Before becoming an MP, I was CEO of a Children’s Hospice and for 12 years before that, CEO of an arts organisation that worked internationally, often with the British Council. I know how to chair, to manage and to scrutinise. I have also seen from the inside how DfID funding changes lives. If elected chair, I would work with committee members to focus attention locally and globally on developing areas of concern. I would use my position to scrutinise the department, hold the Government to account and maintaining oversight of providers.

To date, I have been successful in Parliament because I forensically analyse a problem and work in a cross-party way to find, and implement, a solution. I will take the exact same approach as chair of the International Development Committee. 
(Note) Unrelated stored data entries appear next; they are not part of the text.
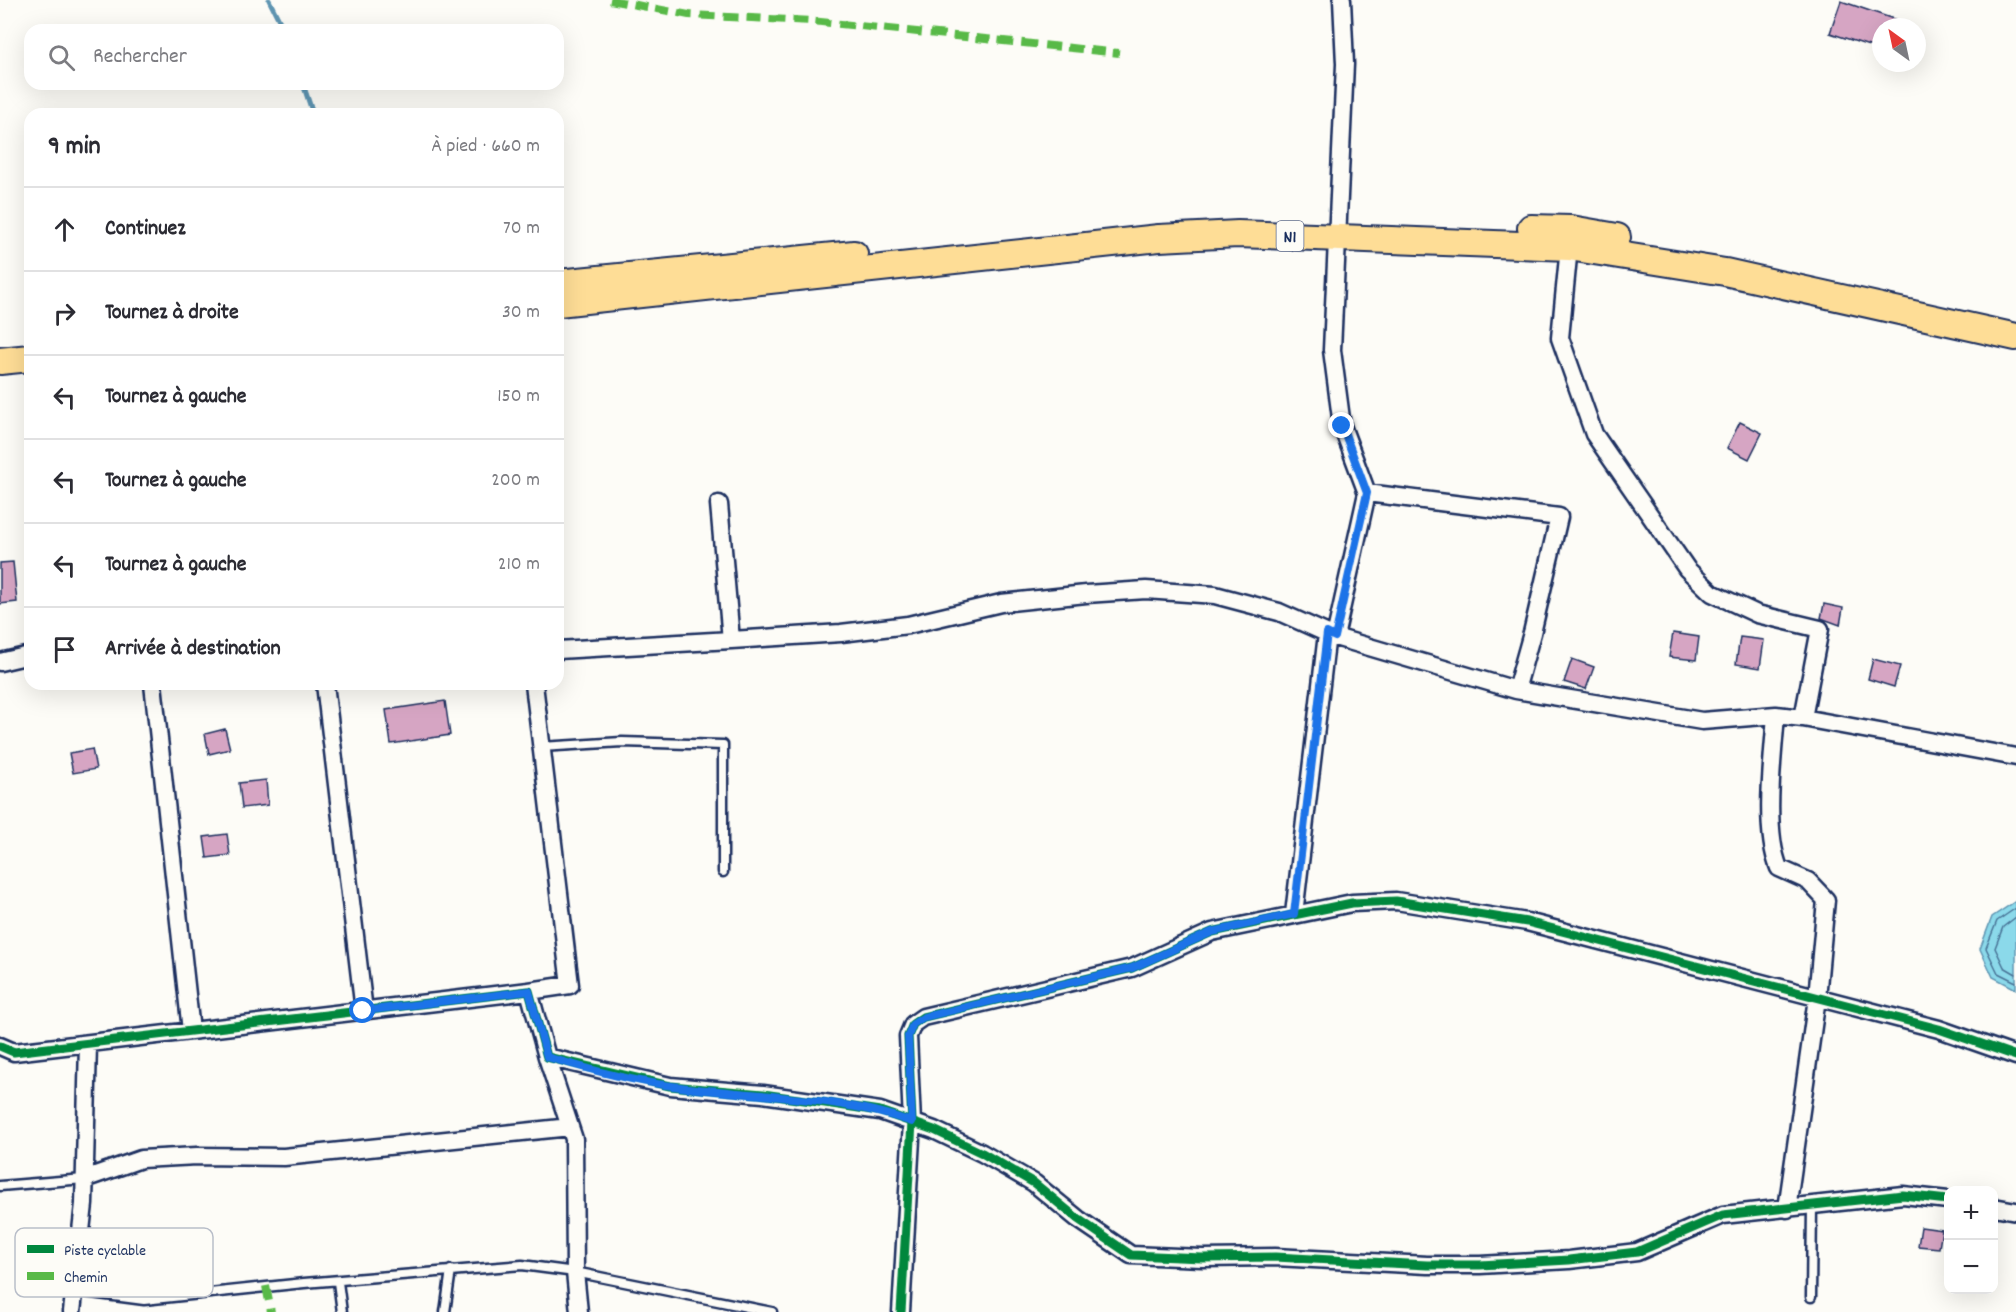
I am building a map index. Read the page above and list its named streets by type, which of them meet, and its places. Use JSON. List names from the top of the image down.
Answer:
{
  "streets": {
    "main road": ["N1"]
  },
  "legend": ["Piste cyclable", "Chemin"],
  "north": "top left",
  "page": {
    "search": "Rechercher",
    "heading": ["9 min", "À pied · 660 m"],
    "list": [
      ["Continuez", "70 m"],
      ["Tournez à droite", "30 m"],
      ["Tournez à gauche", "150 m"],
      ["Tournez à gauche", "200 m"],
      ["Tournez à gauche", "210 m"],
      "Arrivée à destination"
    ],
    "map_buttons": ["+", "−"]
  }
}
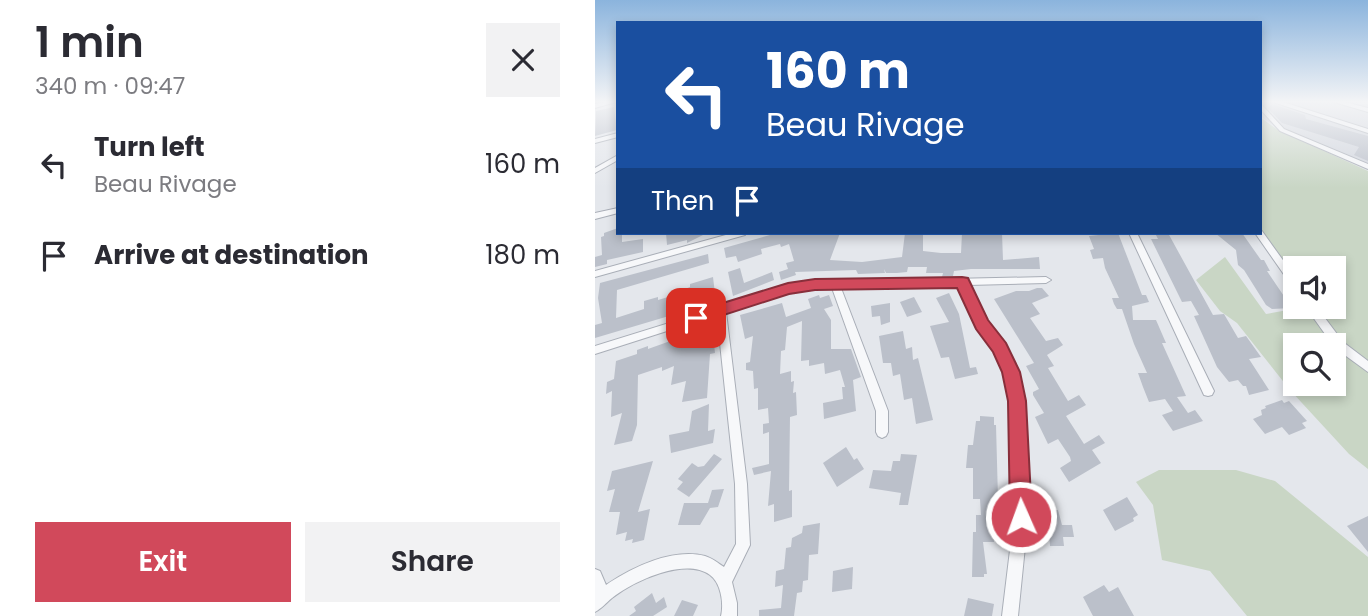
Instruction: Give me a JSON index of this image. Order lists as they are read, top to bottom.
{
  "page": {
    "heading": ["1 min", "340 m · 09:47"],
    "turn": ["160 m", "Beau Rivage"],
    "list": [
      {
        "name": "Turn left",
        "note": "Beau Rivage",
        "value": "160 m"
      },
      {
        "name": "Arrive at destination",
        "value": "180 m"
      }
    ],
    "then": "Then",
    "buttons": ["Exit", "Share"]
  }
}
Since being elected in 2012, I have travelled to a number of countries in Africa, Asia, the Middle East and the Caribbean to see exactly how aid is delivered, and have witnessed first-hand how properly funded, well managed projects can transform lives. In Jamaica I met with young men, former drug gang members, who were being taught how to raise chickens and tropical fish as micro-businesses. Their pride in making their own money to support their families was palpable. In Uganda, I was brought to tears as I witnessed how UK funding had dramatically reduced child mortality through our immunisation programme. Further to that, the mothers were also offered contraception giving them control over their own reproduction.

My experiences have also led me to question how our money is being invested. I had the pleasure of visiting a small DfID funded community organisation in Mozambique that trained children orphaned by the AIDS epidemic to have careers as mechanics and seamstresses. A decision to change policy and only fund large scale, apparently more accountable charities, directly threatened its survival. While I believe the large international charities are doing a fantastic job, I am mindful of the scandals of sexual exploitation and coercive control. Therefore, I would also want to make sure providers are transparent and accountable in their delivery. 

The British people are by nature charitable humanitarians. While there is always debate surrounding the UK’s commitment of 0.7% funding to Foreign Aid, I am in no doubt that for moral, humanitarian, security and soft diplomacy reasons our investment is justified, and I will actively defend that position if elected as chair of the International Development Committee.